Work order: Copy out the data below verbatim.

(Records contained in a dataset)
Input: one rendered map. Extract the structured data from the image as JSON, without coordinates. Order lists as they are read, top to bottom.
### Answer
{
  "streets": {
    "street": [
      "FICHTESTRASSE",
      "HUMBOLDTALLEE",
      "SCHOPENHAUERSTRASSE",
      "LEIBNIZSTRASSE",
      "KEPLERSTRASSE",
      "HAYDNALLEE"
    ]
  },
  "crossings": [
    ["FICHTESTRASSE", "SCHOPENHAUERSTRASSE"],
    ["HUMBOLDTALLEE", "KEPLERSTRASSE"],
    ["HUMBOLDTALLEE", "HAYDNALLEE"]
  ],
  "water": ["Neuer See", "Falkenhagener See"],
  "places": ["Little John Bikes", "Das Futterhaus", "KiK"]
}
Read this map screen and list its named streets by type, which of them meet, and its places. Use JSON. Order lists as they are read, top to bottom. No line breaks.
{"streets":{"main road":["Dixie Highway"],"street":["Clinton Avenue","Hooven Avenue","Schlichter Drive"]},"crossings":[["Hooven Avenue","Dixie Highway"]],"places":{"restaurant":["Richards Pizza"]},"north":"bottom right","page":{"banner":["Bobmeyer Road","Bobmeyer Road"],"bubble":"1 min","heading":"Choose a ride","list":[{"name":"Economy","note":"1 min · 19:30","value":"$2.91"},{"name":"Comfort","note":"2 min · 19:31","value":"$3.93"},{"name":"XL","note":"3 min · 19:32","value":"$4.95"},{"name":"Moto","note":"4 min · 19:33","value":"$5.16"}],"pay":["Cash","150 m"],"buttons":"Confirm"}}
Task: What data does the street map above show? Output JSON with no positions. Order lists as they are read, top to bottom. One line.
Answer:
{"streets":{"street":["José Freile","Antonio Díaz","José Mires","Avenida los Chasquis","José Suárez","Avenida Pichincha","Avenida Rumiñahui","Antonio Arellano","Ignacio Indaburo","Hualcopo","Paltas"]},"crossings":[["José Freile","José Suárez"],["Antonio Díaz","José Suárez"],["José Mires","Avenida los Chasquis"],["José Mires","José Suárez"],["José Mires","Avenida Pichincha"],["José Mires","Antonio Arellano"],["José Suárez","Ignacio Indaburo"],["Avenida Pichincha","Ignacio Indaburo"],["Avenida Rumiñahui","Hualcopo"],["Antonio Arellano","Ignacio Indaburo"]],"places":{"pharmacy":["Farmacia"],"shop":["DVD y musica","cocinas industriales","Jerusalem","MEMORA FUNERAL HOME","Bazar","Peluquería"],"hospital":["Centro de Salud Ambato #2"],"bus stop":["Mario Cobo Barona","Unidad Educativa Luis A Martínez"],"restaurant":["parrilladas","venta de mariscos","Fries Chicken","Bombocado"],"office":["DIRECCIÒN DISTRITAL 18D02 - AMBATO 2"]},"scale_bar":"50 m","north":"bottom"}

Task answer:
Input: one rendered map. Extract the structured data from the image as JSON, without coordinates. Order lists as they are read, top to bottom.
### Answer
{
  "streets": {
    "street": [
      "FICHTESTRASSE",
      "HUMBOLDTALLEE",
      "SCHOPENHAUERSTRASSE",
      "LEIBNIZSTRASSE",
      "KEPLERSTRASSE",
      "HAYDNALLEE"
    ]
  },
  "crossings": [
    ["FICHTESTRASSE", "SCHOPENHAUERSTRASSE"],
    ["HUMBOLDTALLEE", "KEPLERSTRASSE"],
    ["HUMBOLDTALLEE", "HAYDNALLEE"]
  ],
  "water": ["Neuer See", "Falkenhagener See"],
  "places": ["Little John Bikes", "Das Futterhaus", "KiK"]
}
Read this map screen and list its named streets by type, which of them meet, and its places. Use JSON. Order lists as they are read, top to bottom. No line breaks.
{"streets":{"main road":["Dixie Highway"],"street":["Clinton Avenue","Hooven Avenue","Schlichter Drive"]},"crossings":[["Hooven Avenue","Dixie Highway"]],"places":{"restaurant":["Richards Pizza"]},"north":"bottom right","page":{"banner":["Bobmeyer Road","Bobmeyer Road"],"bubble":"1 min","heading":"Choose a ride","list":[{"name":"Economy","note":"1 min · 19:30","value":"$2.91"},{"name":"Comfort","note":"2 min · 19:31","value":"$3.93"},{"name":"XL","note":"3 min · 19:32","value":"$4.95"},{"name":"Moto","note":"4 min · 19:33","value":"$5.16"}],"pay":["Cash","150 m"],"buttons":"Confirm"}}
Task: What data does the street map above show? Output JSON with no positions. Order lists as they are read, top to bottom. One line.
Answer:
{"streets":{"street":["José Freile","Antonio Díaz","José Mires","Avenida los Chasquis","José Suárez","Avenida Pichincha","Avenida Rumiñahui","Antonio Arellano","Ignacio Indaburo","Hualcopo","Paltas"]},"crossings":[["José Freile","José Suárez"],["Antonio Díaz","José Suárez"],["José Mires","Avenida los Chasquis"],["José Mires","José Suárez"],["José Mires","Avenida Pichincha"],["José Mires","Antonio Arellano"],["José Suárez","Ignacio Indaburo"],["Avenida Pichincha","Ignacio Indaburo"],["Avenida Rumiñahui","Hualcopo"],["Antonio Arellano","Ignacio Indaburo"]],"places":{"pharmacy":["Farmacia"],"shop":["DVD y musica","cocinas industriales","Jerusalem","MEMORA FUNERAL HOME","Bazar","Peluquería"],"hospital":["Centro de Salud Ambato #2"],"bus stop":["Mario Cobo Barona","Unidad Educativa Luis A Martínez"],"restaurant":["parrilladas","venta de mariscos","Fries Chicken","Bombocado"],"office":["DIRECCIÒN DISTRITAL 18D02 - AMBATO 2"]},"scale_bar":"50 m","north":"bottom"}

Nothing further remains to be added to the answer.